Imaginary laugh by Hashem: Not only will their next one not be a boy — I’ll give them twin girls!

I’d sigh: Who saddles a child with three Hebrew names?! I suppose I could choose to go by one or two, but… how would I decide which grandmother to leave out?

So, by default, I stuck with the American moniker.

As I got older, many of my American-named contemporaries began making the switch. But I held back. Why? Because as I matured, I learned more about the grandfather for whom I believed I’d been named.

At age 15, Moishe (full name Yisroel Moshe Eisler Hy”d) was apprenticed to nine-year-old Malka’s father, who was known throughout Europe as Avruhum beketshe shneider (the frock coat tailor). By age 23, Moishe had worked his way up to one-third business partner.

Then, according to my mother, Rose Stark a”h, in a book she wrote for her family,

He approached his boss, telling him that he wanted to marry his oldest daughter, Malka.
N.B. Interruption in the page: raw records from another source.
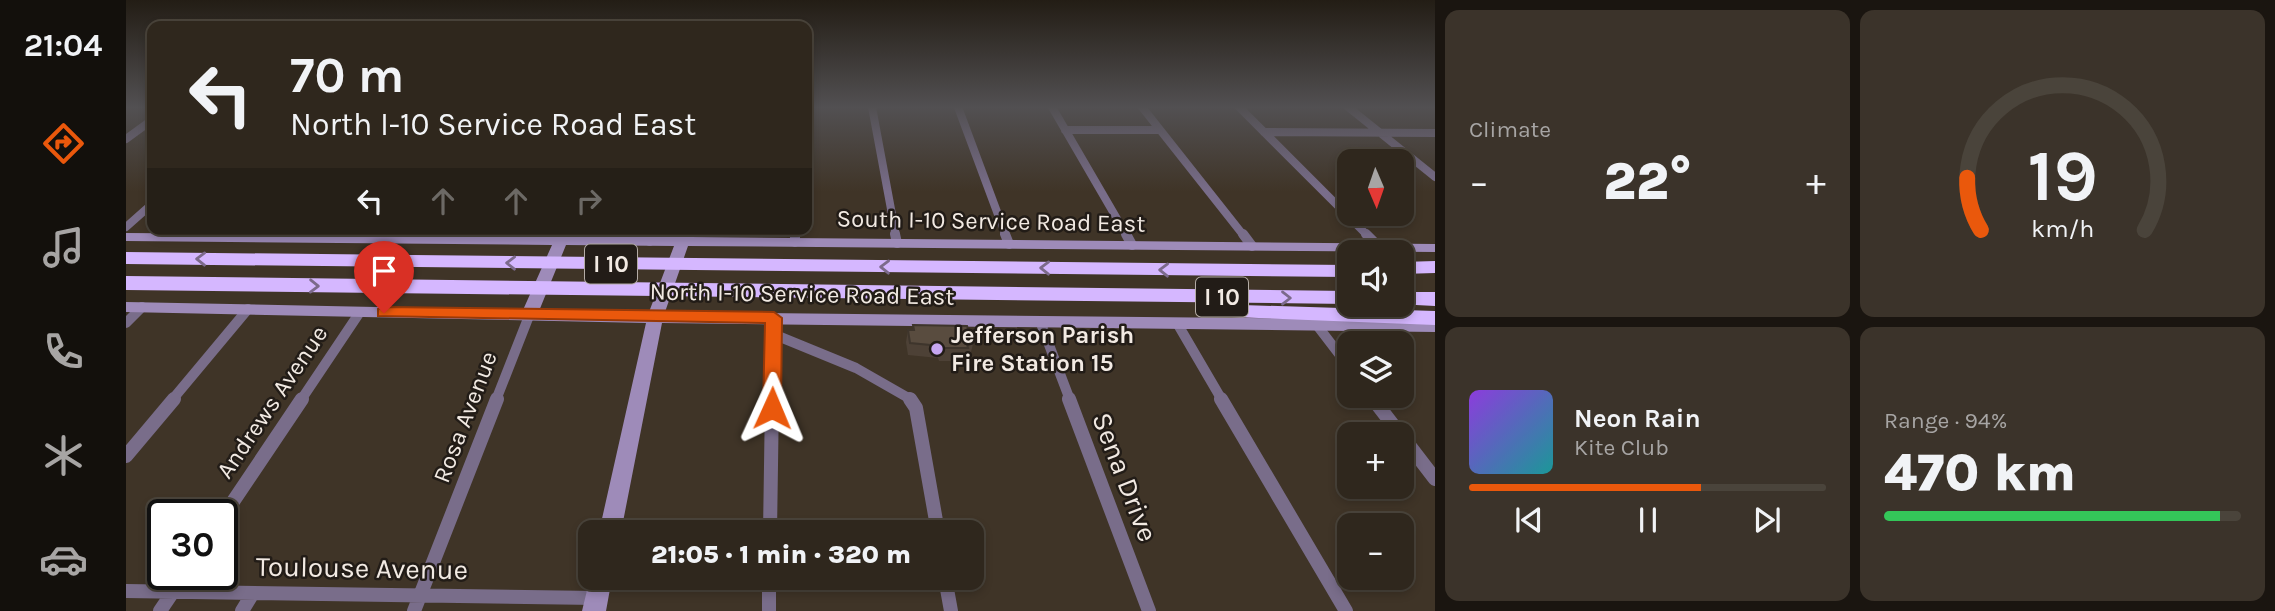 <!DOCTYPE html>
<meta charset="utf-8">
<style>
body{margin:0;font-family:Karla,sans-serif;background:#3b332a;color:#f1f3f6;height:100vh;display:flex;flex-direction:column;font-size:26px;white-space:nowrap}
*{box-sizing:border-box;margin:0}
p{font-size:23px;color:#a7a5a4}
.icon{flex:none;width:38px;height:38px;fill:none;stroke:currentColor;stroke-width:2;stroke-linecap:round;stroke-linejoin:round}
.map{position:relative;flex:1;overflow:hidden}
.side{display:flex;flex-direction:column;gap:10px;padding:10px;background:#1a1510;width:840px}
.side>*{flex:none}
.hud{position:absolute;left:21px;top:21px;width:665px;height:214px;border-radius:14px;box-shadow:0 4px 10px #0003,0 0 0 2px #4a443b;background:#2f271d;color:#f1f3f6;overflow:hidden}
.needle{width:46px;rotate:178deg}
.buttons{position:absolute;left:1211px;top:149px;display:grid;gap:14px}
.buttons a{display:grid;place-items:center;width:77px;height:77px;border-radius:14px;background:#2f271d;box-shadow:0 4px 10px #0003,0 0 0 2px #4a443b;font-size:35px}
.speed{position:absolute;left:21px;top:499px;display:flex;gap:14px;font-size:35px;font-weight:700;text-align:center}
.speed>*{display:grid;place-content:center;width:91px;height:91px;border-radius:50%;background:#2f271d;box-shadow:0 4px 10px #0003,0 0 0 2px #4a443b;line-height:1}
.speed .limit{border:4px solid #111;border-radius:10px;background:#fff;color:#111}
.pin{position:absolute;display:grid;place-items:center;width:60px;height:60px;color:#fff;margin:-72px -30px;border-radius:50% 50% 50% 0;rotate:-45deg;box-shadow:0 0 7px #0007}
.pin .icon{rotate:45deg}
.me{position:absolute;width:77px;margin:-38px;rotate:1deg;stroke-linejoin:round;filter:drop-shadow(0 0 5px #0008)}
.turn{display:flex;align-items:center;gap:24px;height:147px;padding:0 28px;font-size:32px}
.turn .icon{width:91px;height:91px;stroke-width:2.5}
.turn b{display:block;font-size:49px;line-height:60px}
.lanes{display:flex;align-items:center;height:66px;padding:0 28px;background:#0003;justify-content:center;gap:35px;direction:ltr}
.lanes .off{opacity:.35}
.big{font-size:52px;font-weight:800;line-height:1.1}
.side .card{flex:1;display:flex;flex-direction:column;justify-content:center;gap:10px;min-width:0;padding:0 24px;border-radius:14px;background:#3b332a}
.side .dial{align-items:center;gap:0}
.dial svg{height:182px;overflow:visible;fill:none;stroke:#4a443b;stroke-width:7;stroke-linecap:round;text-anchor:middle}
.dial text{fill:#f1f3f6;stroke:none}
.song{display:flex;align-items:center;gap:21px}
.cover{width:84px;height:84px;border-radius:10px;background:linear-gradient(135deg,hsl(270 70% 55%),hsl(180 70% 35%))}
.played{height:7px;border-radius:4px;background:linear-gradient(90deg,#ea580c 65%,#4a443b 65%)}
.keys{display:flex;justify-content:space-around;direction:ltr}
.heat{display:flex;justify-content:space-between;align-items:center;font-size:38px;direction:ltr}
.charge{height:10px;border-radius:5px;background:linear-gradient(90deg,#34c759 94%,#4a443b 0)}
.side .tiles{flex:1;display:grid;gap:10px;grid-template-columns:repeat(2,1fr)}
.trip{position:absolute;left:452px;top:520px;width:406px;height:70px;border-radius:14px;background:#2f271d;box-shadow:0 4px 10px #0003,0 0 0 2px #4a443b;font-weight:800;line-height:70px;text-align:center}
main{display:flex;flex:1;min-height:0}
.tab-bar{display:flex;flex-direction:column;width:126px;justify-content:space-around;align-items:center;background:#13100c;color:#a7a5a4}
.tab-bar .icon{width:49px;height:49px}
.tab-bar .on{color:#ea580c}
.tab-bar b{font-size:32px;color:#f1f3f6}
.map>svg:first-child{display:block}
</style>
<main>
<nav class="tab-bar">
<b>21:04</b>
<svg class="icon on" aria-label="directions" viewBox="0 0 24 24"><path d="M12 3l9 9-9 9-9-9zM9 14v-3h6M13 9l2 2-2 2"/></svg>
<svg class="icon" aria-label="music" viewBox="0 0 24 24"><path d="M9 18V5l10-2v13"/><circle cx="6" cy="18" r="3"/><circle cx="16" cy="16" r="3"/></svg>
<svg class="icon" aria-label="phone" viewBox="0 0 24 24"><path d="M5 4h4l2 5-3 2q2 4 5 5l2-3 5 2v4C11 20 4 13 5 4z"/></svg>
<svg class="icon" aria-label="climate" viewBox="0 0 24 24"><path d="M12 3v18M4 7l16 10M4 17L20 7"/></svg>
<svg class="icon" aria-label="car" viewBox="0 0 24 24"><path d="M5 17H2v-5l4-1 3-4h7l3 4 3 1v5h-3M9 17h6M6 11h13"/><circle cx="7" cy="17" r="2"/><circle cx="17" cy="17" r="2"/></svg>
</nav>
<div class="map">
<svg width="1309" height="611" viewBox="0 0 1309 611">
<rect width="100%" height="100%" fill="#3f3427"/>
<g fill="none" stroke-linecap="round" stroke-linejoin="round">
<!-- street-far2 -->
<path stroke="#796d8a" stroke-width="8" d="M746,107L770,236
M832,107L880,236
M926,107L1001,236
M1016,107L1118,236
M1113,107L1242,236
M1222,107L1309,177
M939,130H1034
M1138,132L1309,133
M0,139L26,120
M0,227L26,204
M502,229L514,236
M669,229V236"/>
<!-- street-far1 -->
<path stroke="#796d8a" stroke-width="10" d="M511,234L524,241
M669,234V242
M769,234L771,243
M879,234L883,244
M1000,234L1006,245
M1117,234L1126,246
M1240,234L1254,248
M914,321L944,400
M0,323L16,307
M1051,323L1096,400
M1190,324L1223,367
M647,334L730,368L786,400
M1245,396L1248,400
M46,400L122,309
M175,400L234,312
M370,400L403,316
M646,400L648,318"/>
<!-- street -->
<path stroke="#796d8a" stroke-width="14" d="M784,399L790,408L812,532
M943,399L1023,611
M1095,399L1220,611
M1247,399L1274,434
M1276,436L1309,479
M0,456L48,399
M96,518L176,399
M644,532L646,399
M643,578V611
M819,578L825,611
M0,591L470,598
M34,611L59,574
M116,611L127,593
M288,611L371,399"/>
<!-- secondary -->
<path fill="#9e8bb9" fill-rule="evenodd" d="M554,229H568L565,237L1309,244V252L562,246L539,312L1309,320V332L536,323L495,532H473L520,323L0,312V302L397,310L426,245L0,241V233L551,237ZM440,245L548,246L523,312L413,311Z
M464,578H486L480,611H456Z"/>
<!-- highway -->
<path fill="#d5b7ff" fill-rule="evenodd" d="M0,252L1223,265V277L0,264Z
M1309,261V273L1276,274V262Z
M0,276L1223,291L1224,304L0,290Z
M1276,292H1309V306L1271,304H1276Z
M1086,304L1309,311V325L1079,316L1075,311L1079,306Z"/>
</g>
<!-- wall -->
<path fill="#4d4136" d="M787,325L847,344L844,356H840L839,361H813L812,358L782,355L780,342L782,330H787Z"/>
<!-- building -->
<path fill="#594c3f" stroke="#3e352c" stroke-width="2" d="M787,325L841,326L847,344H841L842,348H816L815,346L784,343L782,330H788Z"/>
<!-- one-way arrows -->
<defs><path id="oneway-chevron" d="M-2-3.5L2.5 0L-2 3.5" fill="none" stroke-width="1.6" stroke-linecap="round" stroke-linejoin="round" transform="scale(1.75)"/></defs>
<g stroke="#7c6a8b">
<use href="#oneway-chevron" transform="translate(75 259) rotate(-179)"/>
<use href="#oneway-chevron" transform="translate(385 263) rotate(-179)"/>
<use href="#oneway-chevron" transform="translate(759 267) rotate(-179)"/>
<use href="#oneway-chevron" transform="translate(919 268) rotate(-179)"/>
<use href="#oneway-chevron" transform="translate(1038 270) rotate(-179)"/>
<use href="#oneway-chevron" transform="translate(188 286) rotate(1)"/>
<use href="#oneway-chevron" transform="translate(1160 298)"/>
</g>
<!-- sky -->
<linearGradient id="sky" x2="0" y2="1"><stop stop-color="#231d15"/><stop offset="0.56" stop-color="#525052"/><stop offset="1" stop-color="#525052" stop-opacity="0"/></linearGradient>
<rect width="1309" height="192" fill="url(#sky)"/>
<!-- route -->
<path fill="#ea580c" stroke="#983908" stroke-width="2" d="M258,307L648,312L656,318L655,408L646,415L637,408L639,323L252,316V309Z"/>
<!-- markers -->
<circle fill="#c6a6f0" stroke="#221c17" stroke-width="2.5" cx="811" cy="349" r="7"/>
<g text-anchor="middle" dominant-baseline="central" stroke-width="5" stroke-linejoin="round" paint-order="stroke">
<!-- shield labels -->
<g fill="#221c17" stroke="#b4aca6" stroke-width="2">
<rect x="459" y="244.5" width="52" height="39" rx="5"/>
<rect x="1070" y="277.5" width="52" height="39" rx="5"/>
</g>
<g font-size="23" font-weight="bold" fill="#f2eae3">
<text x="485" y="264">I 10</text>
<text x="1096" y="297">I 10</text>
</g>
<!-- street labels -->
<g font-size="24" fill="#f2eae3" stroke="#221c17">
<text transform="translate(865 221) rotate(1)">South I-10 Service Road East</text>
<text transform="translate(676 294) rotate(1)">North I-10 Service Road East</text>
<text transform="translate(146 402) rotate(-56)">Andrews Avenue</text>
<text transform="translate(339 417) rotate(-69)">Rosa Avenue</text>
</g>
<!-- poi labels -->
<g font-size="24" font-weight="bold" fill="#f2eae3" stroke="#221c17" text-anchor="start">
<text x="825" y="335">Jefferson Parish<tspan x="825" dy="28">Fire Station 15</tspan></text>
</g>
<!-- near-street labels -->
<g font-size="28" fill="#f2eae3" stroke="#221c17">
<text transform="translate(999 477) rotate(69)">Sena Drive</text>
<text transform="translate(236 568) rotate(1)">Toulouse Avenue</text>
</g>
</g>
</svg>
<div class="buttons">
<a><svg class="needle" viewBox="-14 -14 28 28"><path d="M0-13l5 13h-10z" fill="#e53935"/><path d="M0 13l5-13h-10z" fill="#a7a5a4"/></svg></a>
<a><svg class="icon" aria-label="sound" viewBox="0 0 24 24"><path d="M4 9h4l5-4v14l-5-4H4zM17 9q2 3 0 6"/></svg></a>
<a><svg class="icon" aria-label="layers" viewBox="0 0 24 24"><path d="M12 4l9 5-9 5-9-5zM3 14l9 5 9-5"/></svg></a>
<a>+</a>
<a>−</a>
</div>
<div class="speed"><div class="limit">30</div></div>
<div class="pin" style="left:258px;top:313px;background:#d93025"><svg class="icon" aria-label="arrive" viewBox="0 0 24 24"><path d="M6 21V4h12l-3 4 3 4H6"/></svg></div>
<svg class="me" style="left:646px;top:408px" viewBox="-20 -20 40 40"><path d="M0-17L14 15 0 8-14 15z" fill="#ea580c" stroke="#fff" stroke-width="4"/></svg>
<div class="trip">21:05 · 1 min · 320 m</div>
<div class="hud">
<div class="turn"><svg class="icon" aria-label="left" viewBox="0 0 24 24"><path d="M17 20v-9H6M10 6l-5 5 5 5"/></svg><div><b>70 m</b>North I-10 Service Road East</div></div>
<div class="lanes"><svg class="icon" aria-label="left" viewBox="0 0 24 24"><path d="M17 20v-9H6M10 6l-5 5 5 5"/></svg><svg class="icon off" aria-label="ahead" viewBox="0 0 24 24"><path d="M12 20V5M6 11l6-6 6 6"/></svg><svg class="icon off" aria-label="ahead" viewBox="0 0 24 24"><path d="M12 20V5M6 11l6-6 6 6"/></svg><svg class="icon off" aria-label="right" viewBox="0 0 24 24"><path d="M7 20v-9h11M14 6l5 5-5 5"/></svg></div>
</div>
</div>
<section class="side">
<div class="tiles">
<div class="card"><p>Climate</p>
<div class="heat"><a>−</a><b class="big">22°</b><a>+</a></div>
</div>
<div class="card dial"><svg viewBox="0 0 100 80">
<path d="M14 69A42 42 0 1 1 86 69"/>
<path d="M14 69A42 42 0 0 1 8 46" stroke="#ea580c"/>
<text x="50" y="56" font-size="32" font-weight="700">19</text>
<text x="50" y="72" font-size="11">km/h</text>
</svg></div>
<div class="card">
<div class="song"><i class="cover"></i><div><b>Neon Rain</b><p>Kite Club</p></div></div>
<div class="played"></div>
<div class="keys"><svg class="icon" aria-label="previous" viewBox="0 0 24 24"><path d="M18 5L8 12l10 7zM5 5v14"/></svg><svg class="icon" aria-label="pause" viewBox="0 0 24 24"><path d="M8 5v14M16 5v14"/></svg><svg class="icon" aria-label="next" viewBox="0 0 24 24"><path d="M6 5l10 7-10 7zM19 5v14"/></svg></div>
</div>
<div class="card"><p>Range · 94%</p><b class="big">470 km</b><div class="charge"></div></div>
</div>
</section>
</main>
He took out his savings and said, “I do not want you to think that I am marrying her because she is the boss’s daughter. See, I have plenty of money of my own. I want to marry her because I love her. I will even pay the wedding expenses.” For years, I remember, he carried the canceled check in his vest pocket, proud that even though he’d married his boss’s daughter, he’d paid for the wedding.

What an ethic to emulate! Reaping the rewards of hard work. Saving money to support a family. Taking pride in independence. Making time for limud Torah. And, to top it off, being the hero in a pre-World War I engagement story that took place in the frum Eastern Europe alte heim — without even a shidduch résumé!

More stories emerged. Stories that painted a multifaceted picture of a man who kept kosher during four and a half years as a conscripted Hungarian soldier in World War I, surviving only on bread, black coffee, potatoes, apples, and cucumbers… who was the neighborhood Shabbos candy man, rewarding kids who could name the week’s parshah… who got beaten by inspectors for daring to employ a deaf-mute orphan despite Hungarian laws forbidding Jews to be bosses… who passed up a sip of water from a bottle circulating in the sweltering humanity-packed cattle car on the way to Auschwitz, saying, “gib is tzu de kinder — give it to the children.”

The “burden” of my American name morphed into a badge of honor.

When I mentioned my Marcia-supposed-to-be-Moishe theory to my sisters, they were horrified.

Mimi: “Are you crazy? Mommy was always so proud of her girls! Just like her father Moishe was proud of his six daughters. Don’t you remember what she would tell us about him? Whenever someone asked how he’d be able to afford all those dowries, he’d answer, ‘They’ll have to pay me.’ ”

Emmy Leah: “And you know why they named you after both grandmothers? Not because they thought the next one would be a boy — they never dreamed they’d have any other kids at their late ages.”

So now I realize I’ve been wrong all these years, and — can you believe it — my baby sisters are absolutely right!

Oy, they’ll never let me live this down.